Been hacking on a latent semantic analysis architecture for determining semantic similarity between a corpus and a new document, but I can't seem to get things to function in the direction that I want.
It's easy to take a new document and find the most similar document in the corpus, but it is extremely difficult to take a new document and determine its degree of similarity to the corpus as a whole. Considering that is exactly what I want to do, this is a little problematic.
(Sure, I could decide that the nearest document represents the corpus as a whole – but the problems with that approach are immediately obvious. So I need to figure out a way to generate a set eigenvector given the set as a whole. Perhaps some sort of matrix average of all the eigenvectors which are described by the documents in the corpus. This may require some thought.)

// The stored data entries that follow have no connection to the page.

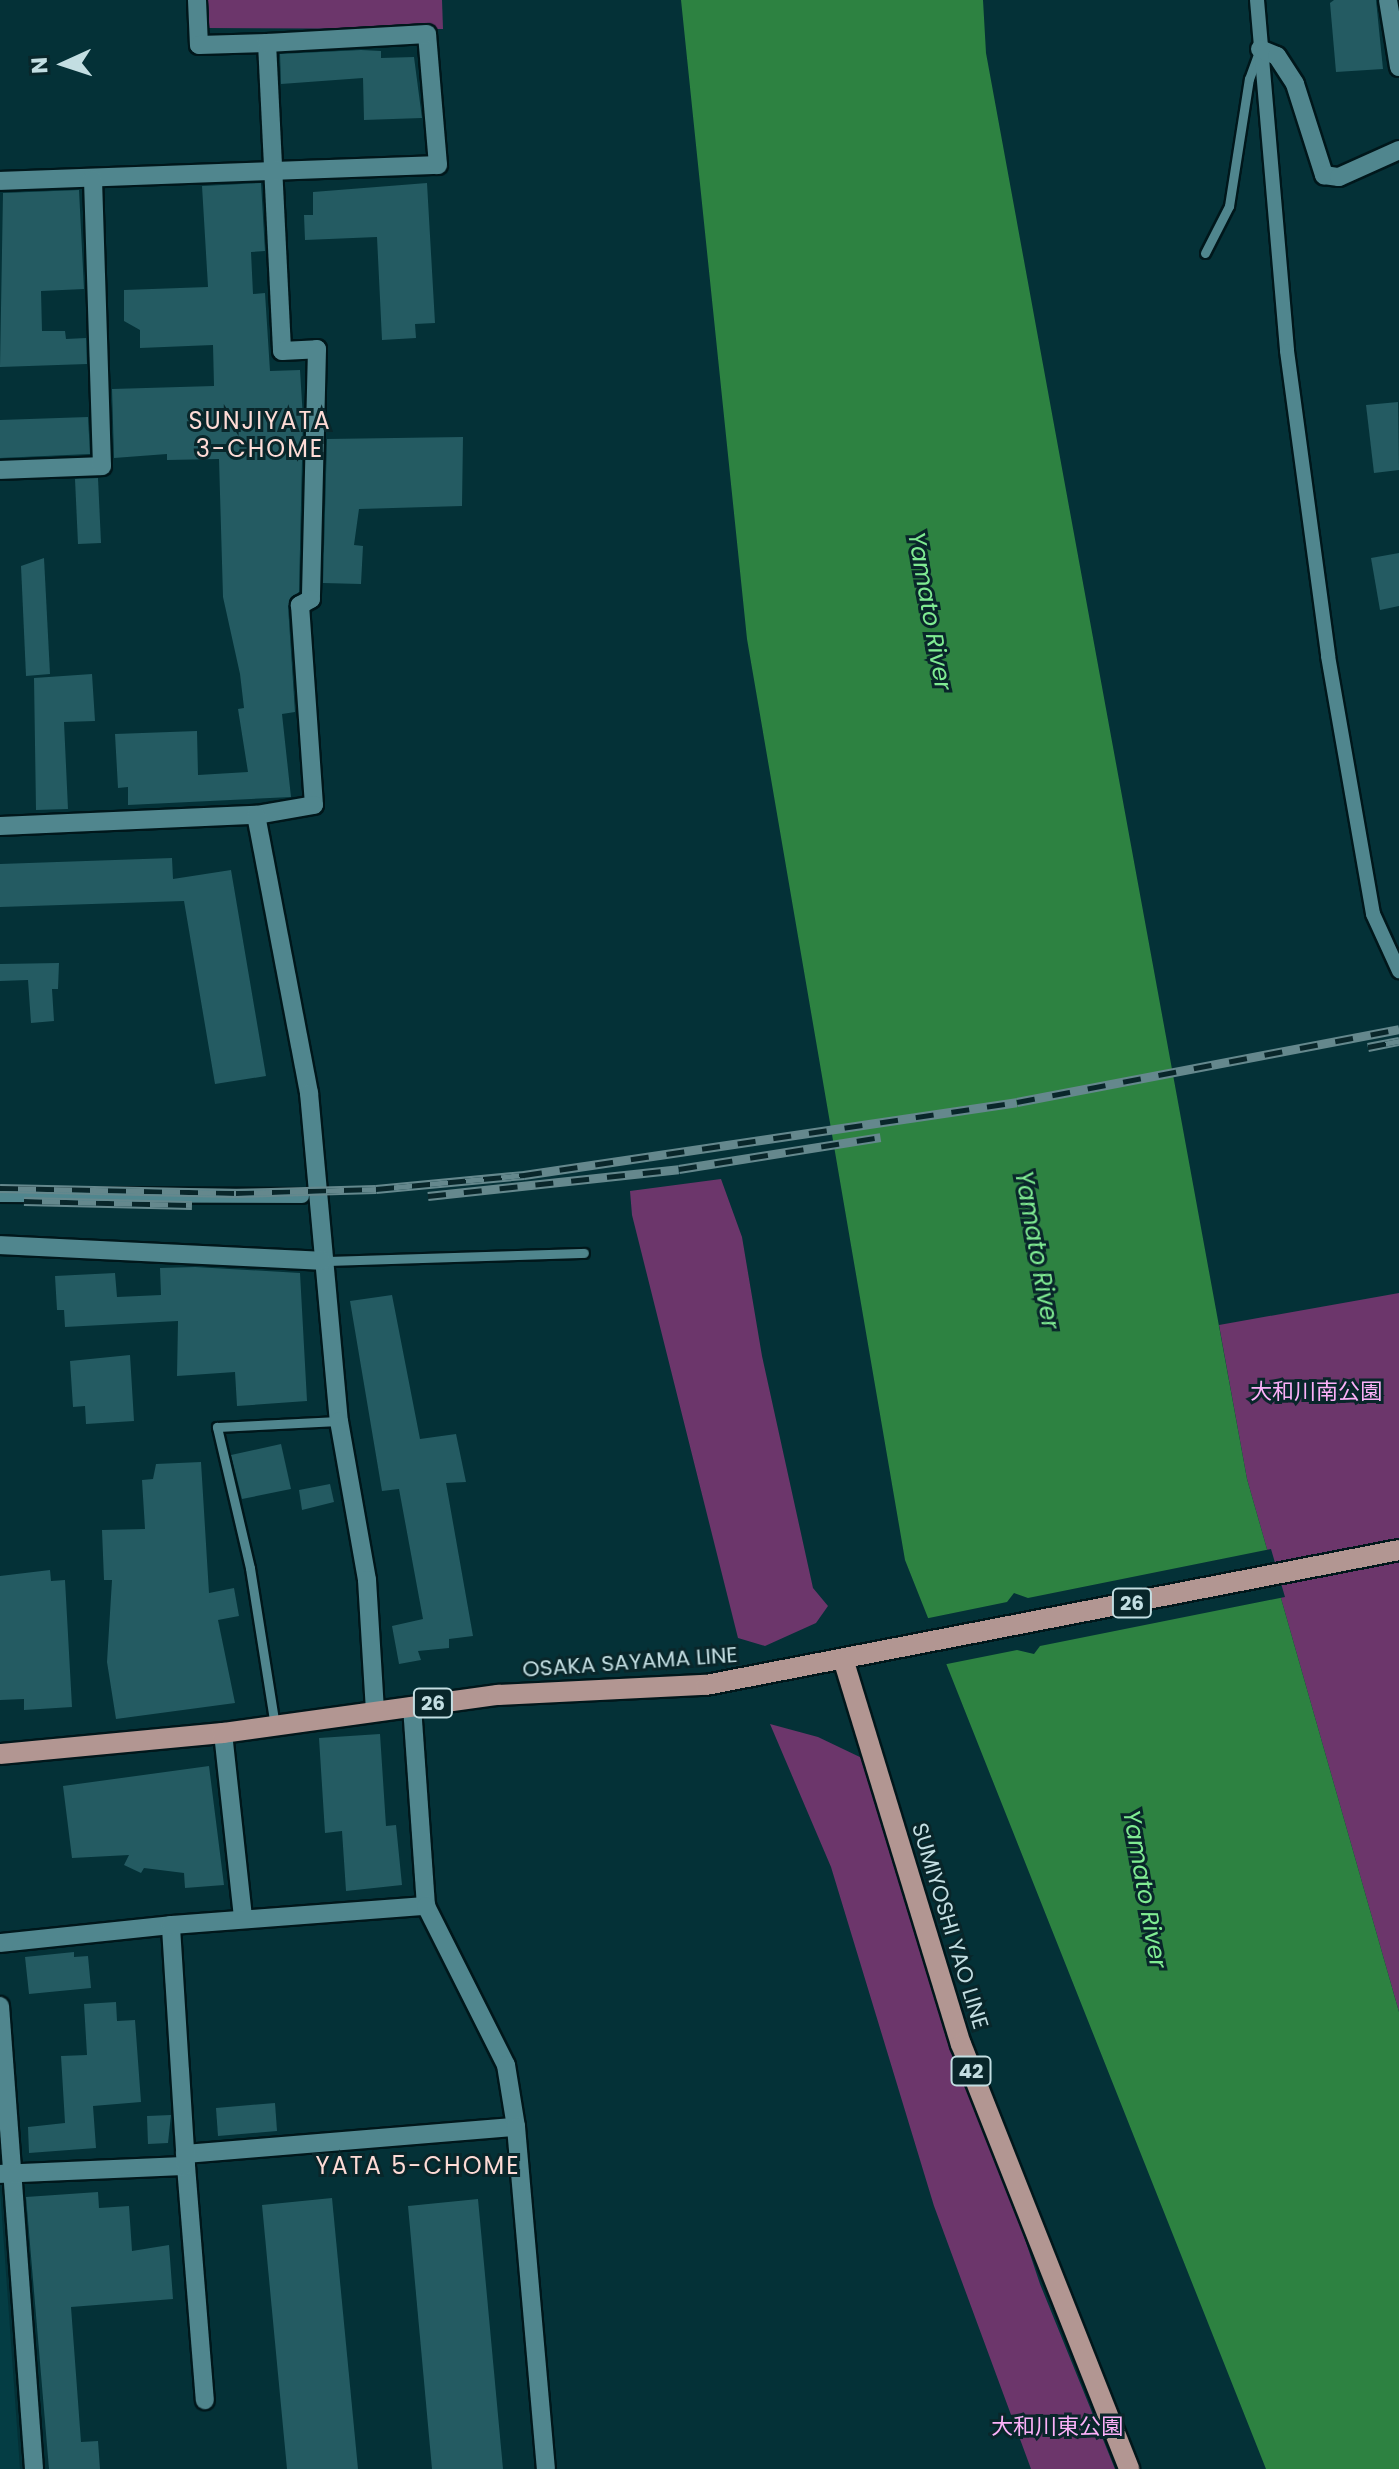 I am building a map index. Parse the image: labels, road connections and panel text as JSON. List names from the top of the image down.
{
  "streets": {
    "main road": [
      "26",
      "OSAKA SAYAMA LINE",
      "SUMIYOSHI YAO LINE",
      "42"
    ]
  },
  "crossings": [
    ["OSAKA SAYAMA LINE", "SUMIYOSHI YAO LINE"]
  ],
  "districts": ["SUNJIYATA 3-CHOME", "YATA 5-CHOME"],
  "water": ["Yamato River"],
  "parks": ["大和川南公園", "大和川東公園"],
  "north": "left"
}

I've played around with using an Ngram-extractor two tokenized the content rather than a word-based solution, but that just gives me a new view of lexical similarity, which isn't what I want at all. Well, it might be what I want – I don't have enough information to make that decision quite yet. Exploring the vector space that describes all of the documents that I have uploaded in the last 60 days is surprisingly disappointing. The features which keep getting called out are relatively common words rather than things which I would imagine to be actually useful.
Which just generally makes me concerned given what I know of the entropic measure of the quality of some of the words it's calling out. I have the creepy feeling that I'm doing something wrong. That's never good.
And now the database server I'm using to pull data off of seems to be down. Fantastic. Either that or they've become tired of me hitting it for more data and blocked me out. Hard to tell. I would be the last one to begrudge them that decision, if that were so.
And this is what I do for fun. Man, I clearly have some real problems.